When Ambassador Gerard learned about
the “demonstration” he went to the statue
and from there immediately to the Foreign Office, where
he saw Secretary of State von Jagow. Gerard
demanded instantaneous removal of the wreath.
Von Jagow promised an “investigation.”
Gerard meanwhile began a personal investigation of
the League of Truth, which had purchased and
placed the insult there.
Days, weeks, even months passed.
Von Jagow still refused to have the wreath removed.
Finally Gerard went to the Foreign Office and told
von Jagow that unless it was taken away that day he
would get it himself and send it by courier to Washington.
That evening Gerard walked to the statue. The
wreath had disappeared.
Week by week the league continued
its propaganda. Gerard continued his investigation.
July 4, 1916, another circular was
scattered broadcast. On page 1 was a large black
cross. Pages 2 and 3, the inside, contained a
reprint of the “Declaration of Independence,”

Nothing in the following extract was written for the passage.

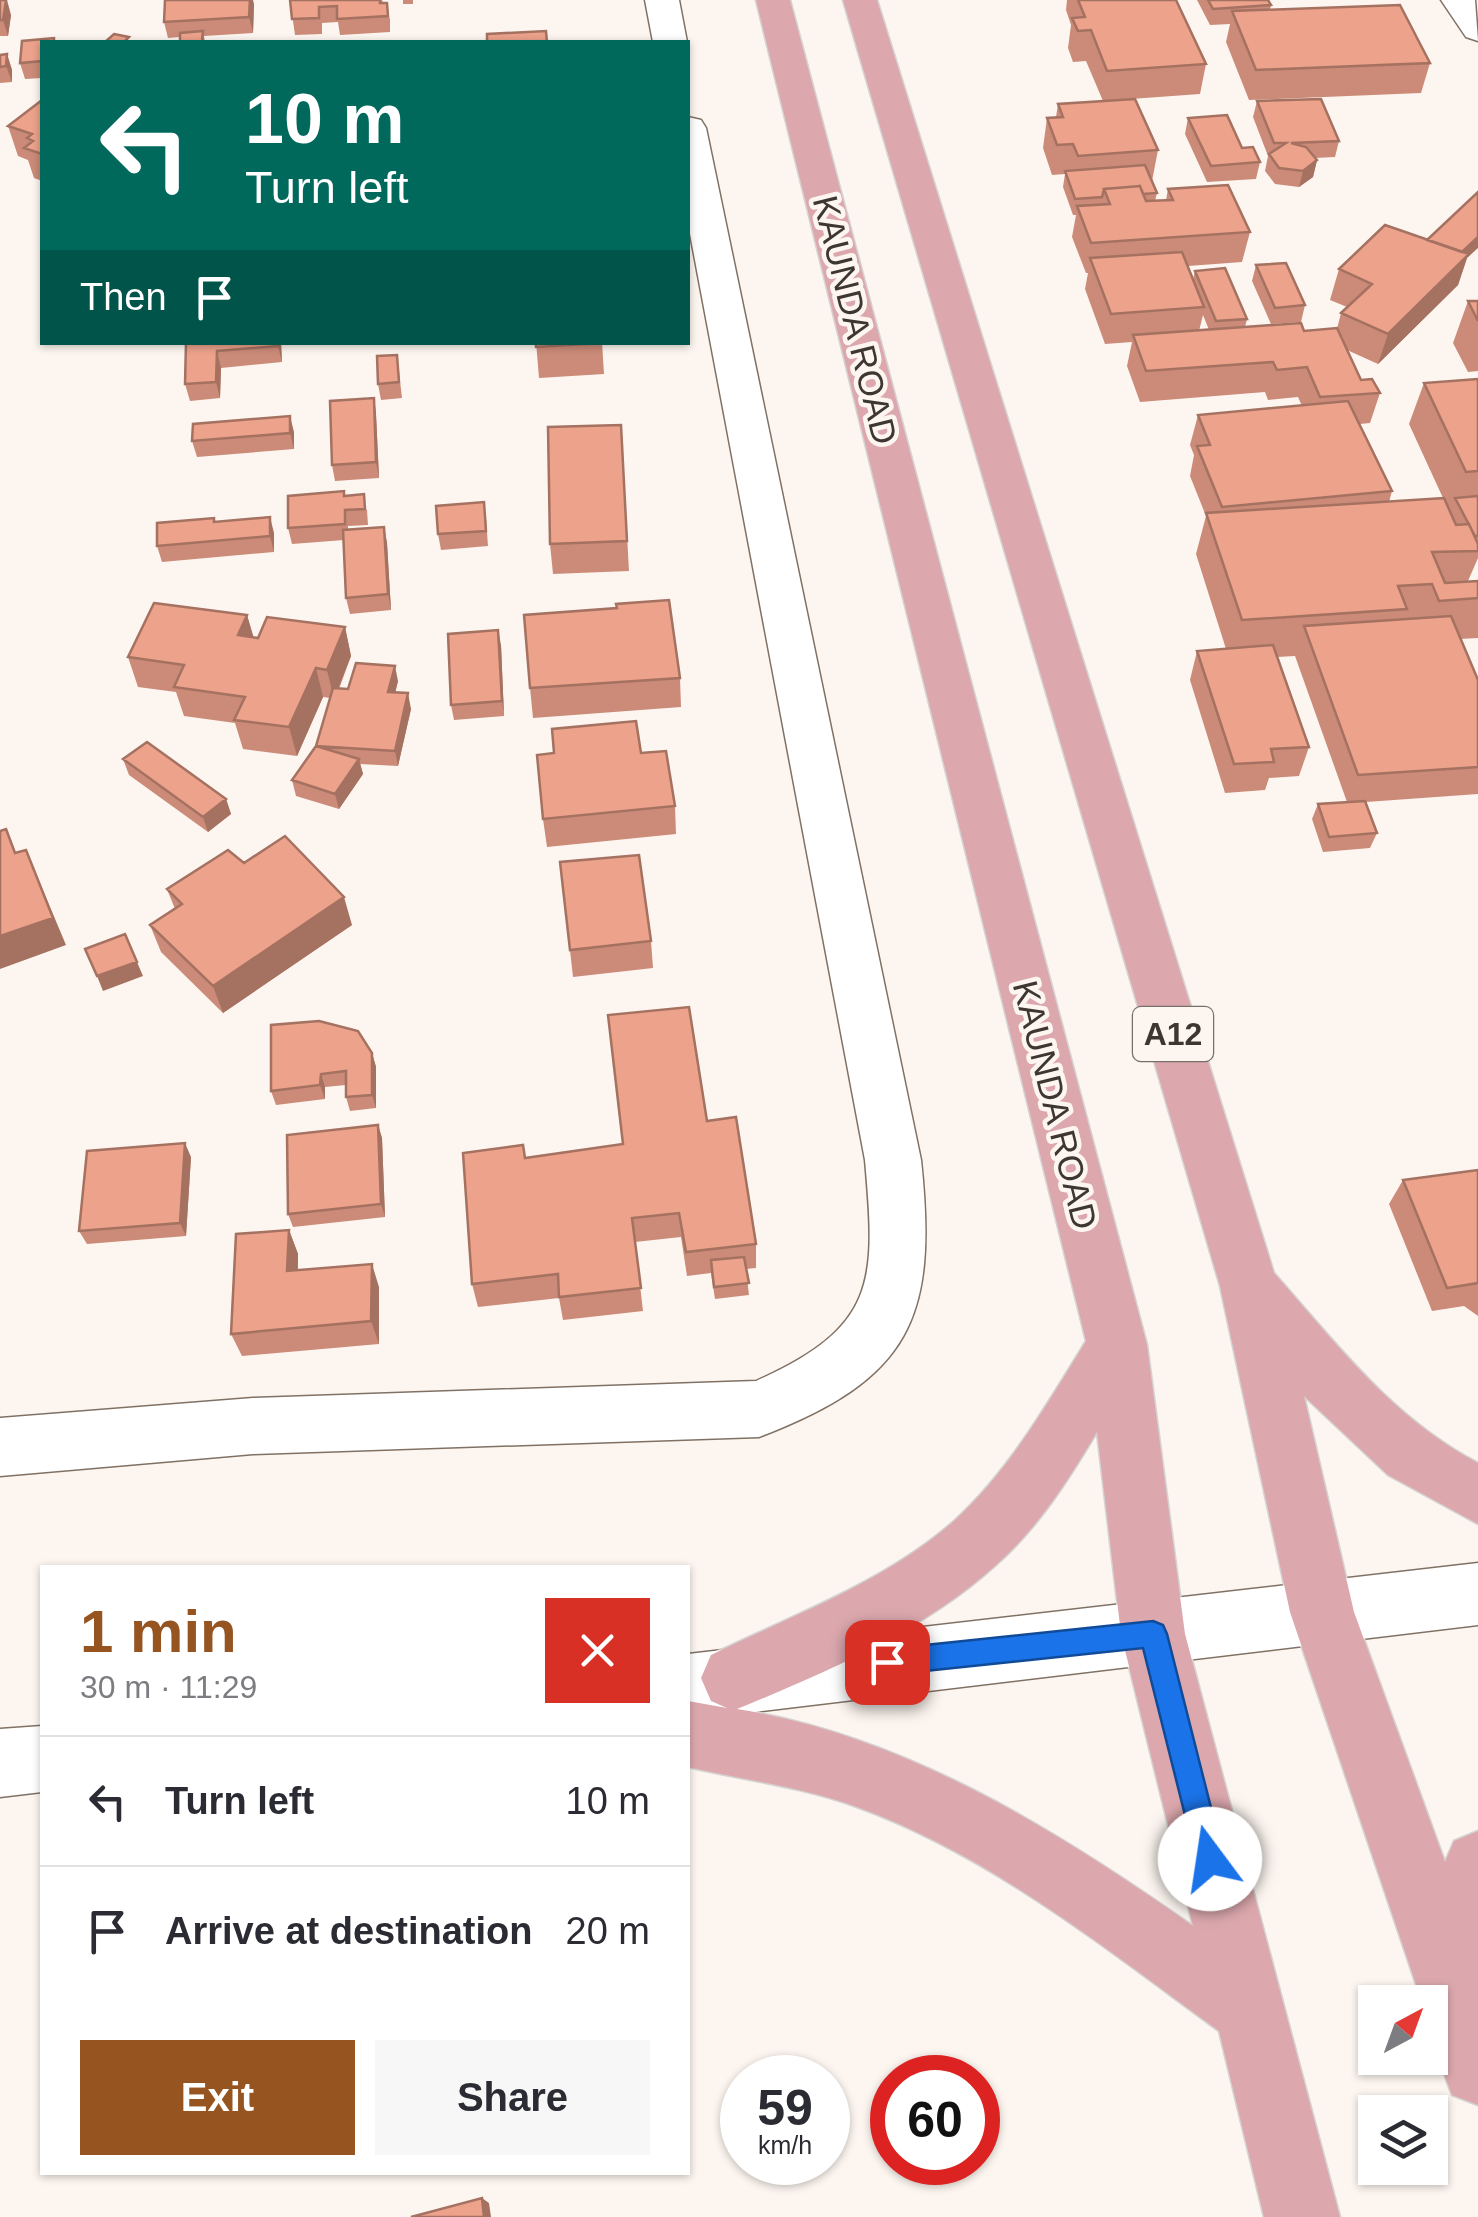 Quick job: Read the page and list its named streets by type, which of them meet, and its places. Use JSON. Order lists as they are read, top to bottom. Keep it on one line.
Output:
{"streets":{"main road":["KAUNDA ROAD","A12"]},"north":"top right","page":{"turn":["10 m","Turn left"],"then":"Then","heading":["1 min","30 m · 11:29"],"list":[{"name":"Turn left","value":"10 m"},{"name":"Arrive at destination","value":"20 m"}],"buttons":["Exit","Share"],"speed":"59 km/h","limit":"60"}} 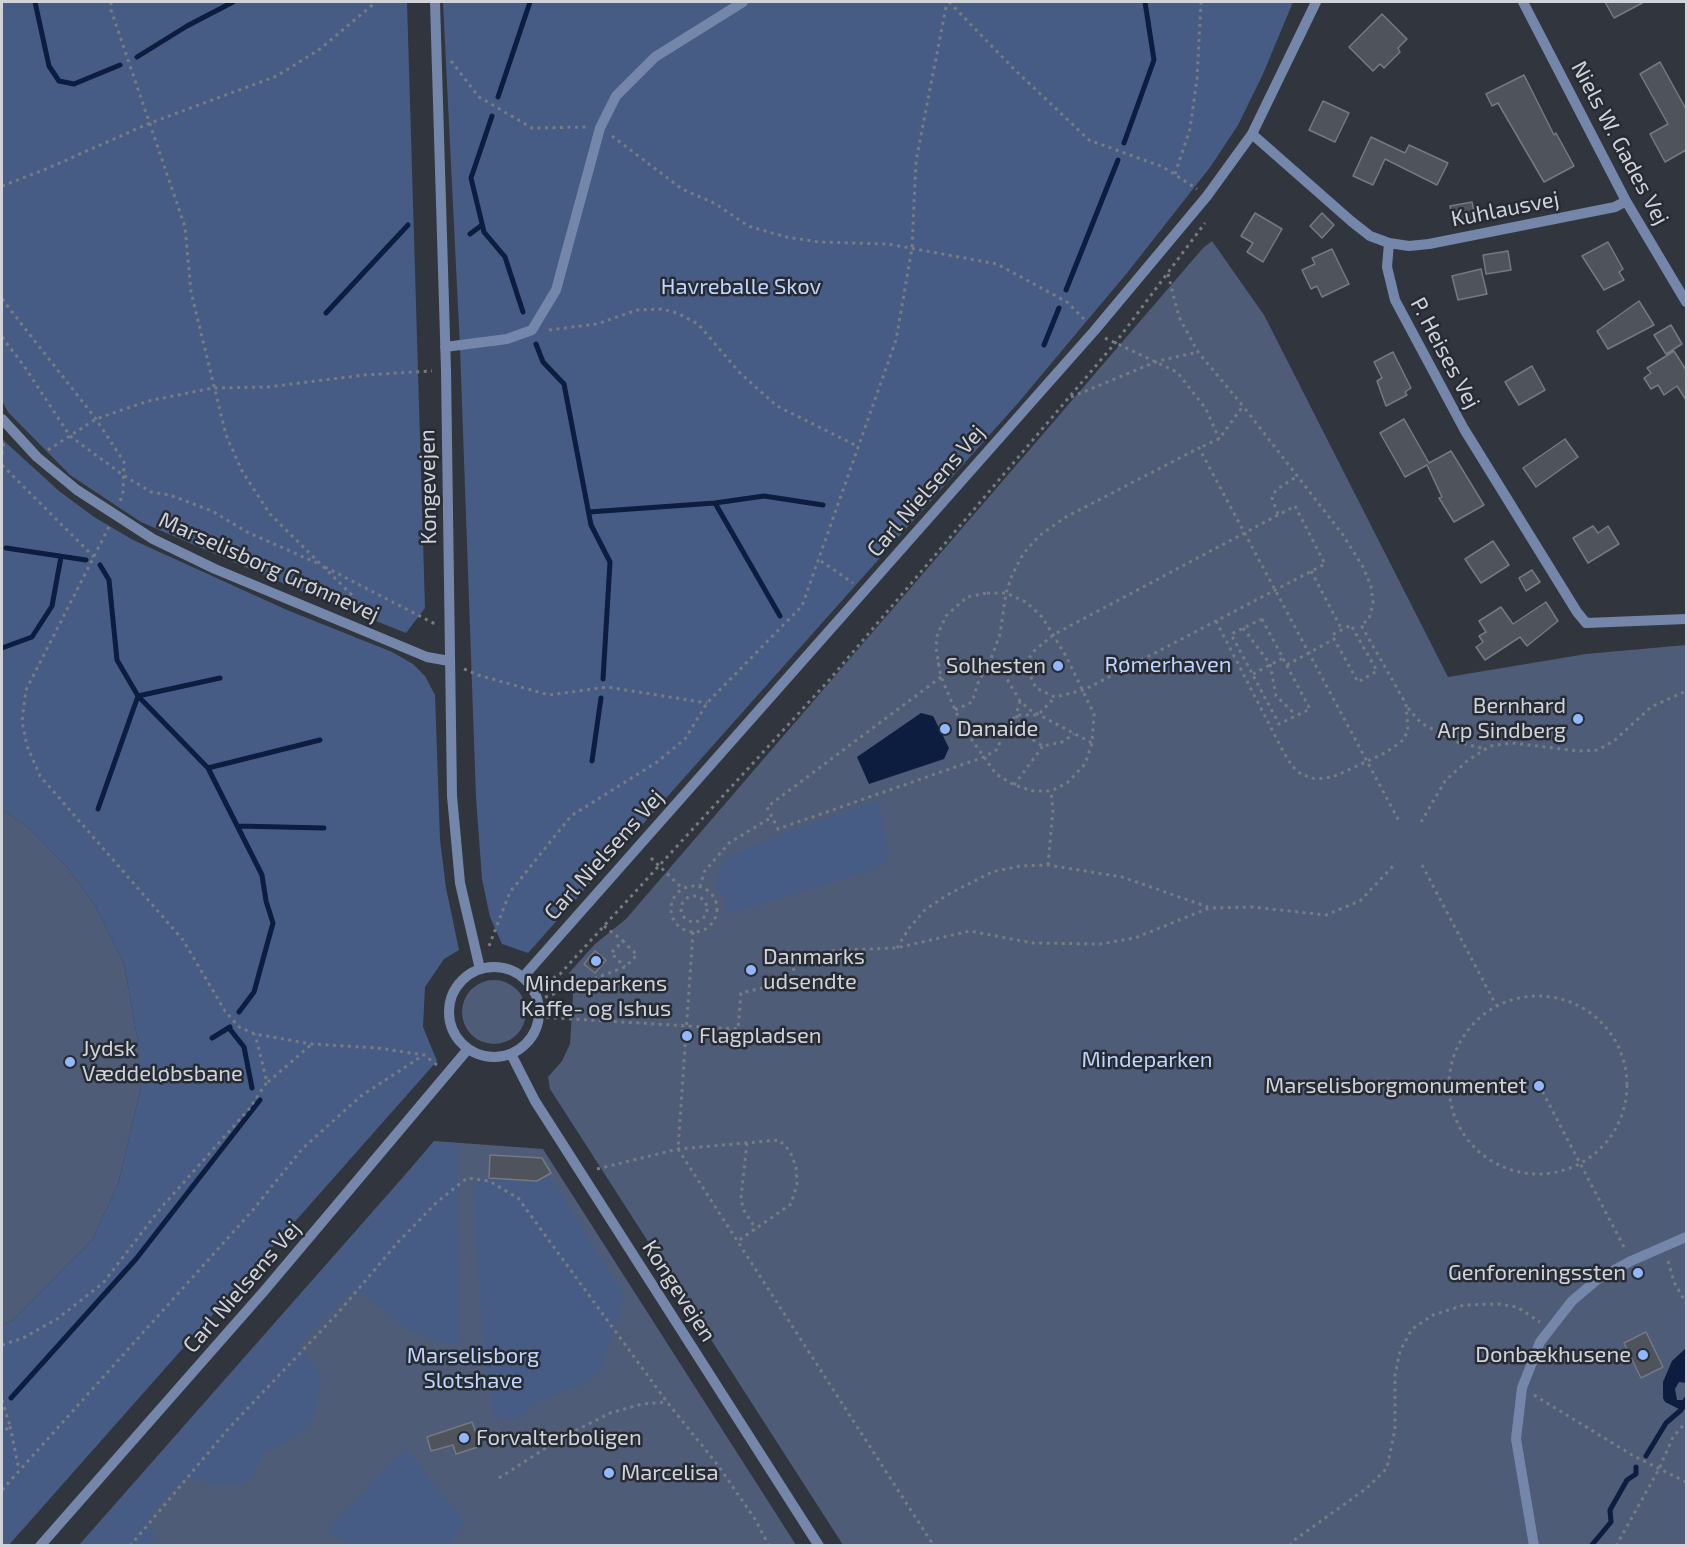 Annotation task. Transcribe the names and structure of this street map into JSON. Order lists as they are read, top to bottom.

with the imprint across the face of a bloody hand.
Enclosed in a heavy black border on page 4 were nine
verses by John L. Stoddard, the lecturer, entitled
“Blood-Traffickers.” (Printed in
the beginning of this chapter.)
The league made an especial appeal
to the “German-Americans.” Germany,
as was pointed out in a previous article, counts upon
some German-Americans as her allies. One day
Ambassador Gerard received a circular entitled “An
Appeal to All Friends of Truth.” The same
was sent in German and English to a mailing list of
many hundred thousands. Excerpts from this read:
“If any one is called upon to
raise his voice in foreign lands for the cause of
truth, it is the foreigner who was able to witness
the unanimous rising of the German people at the outbreak
of war, and their attitude during its continuance.
This applies especially to the German-American.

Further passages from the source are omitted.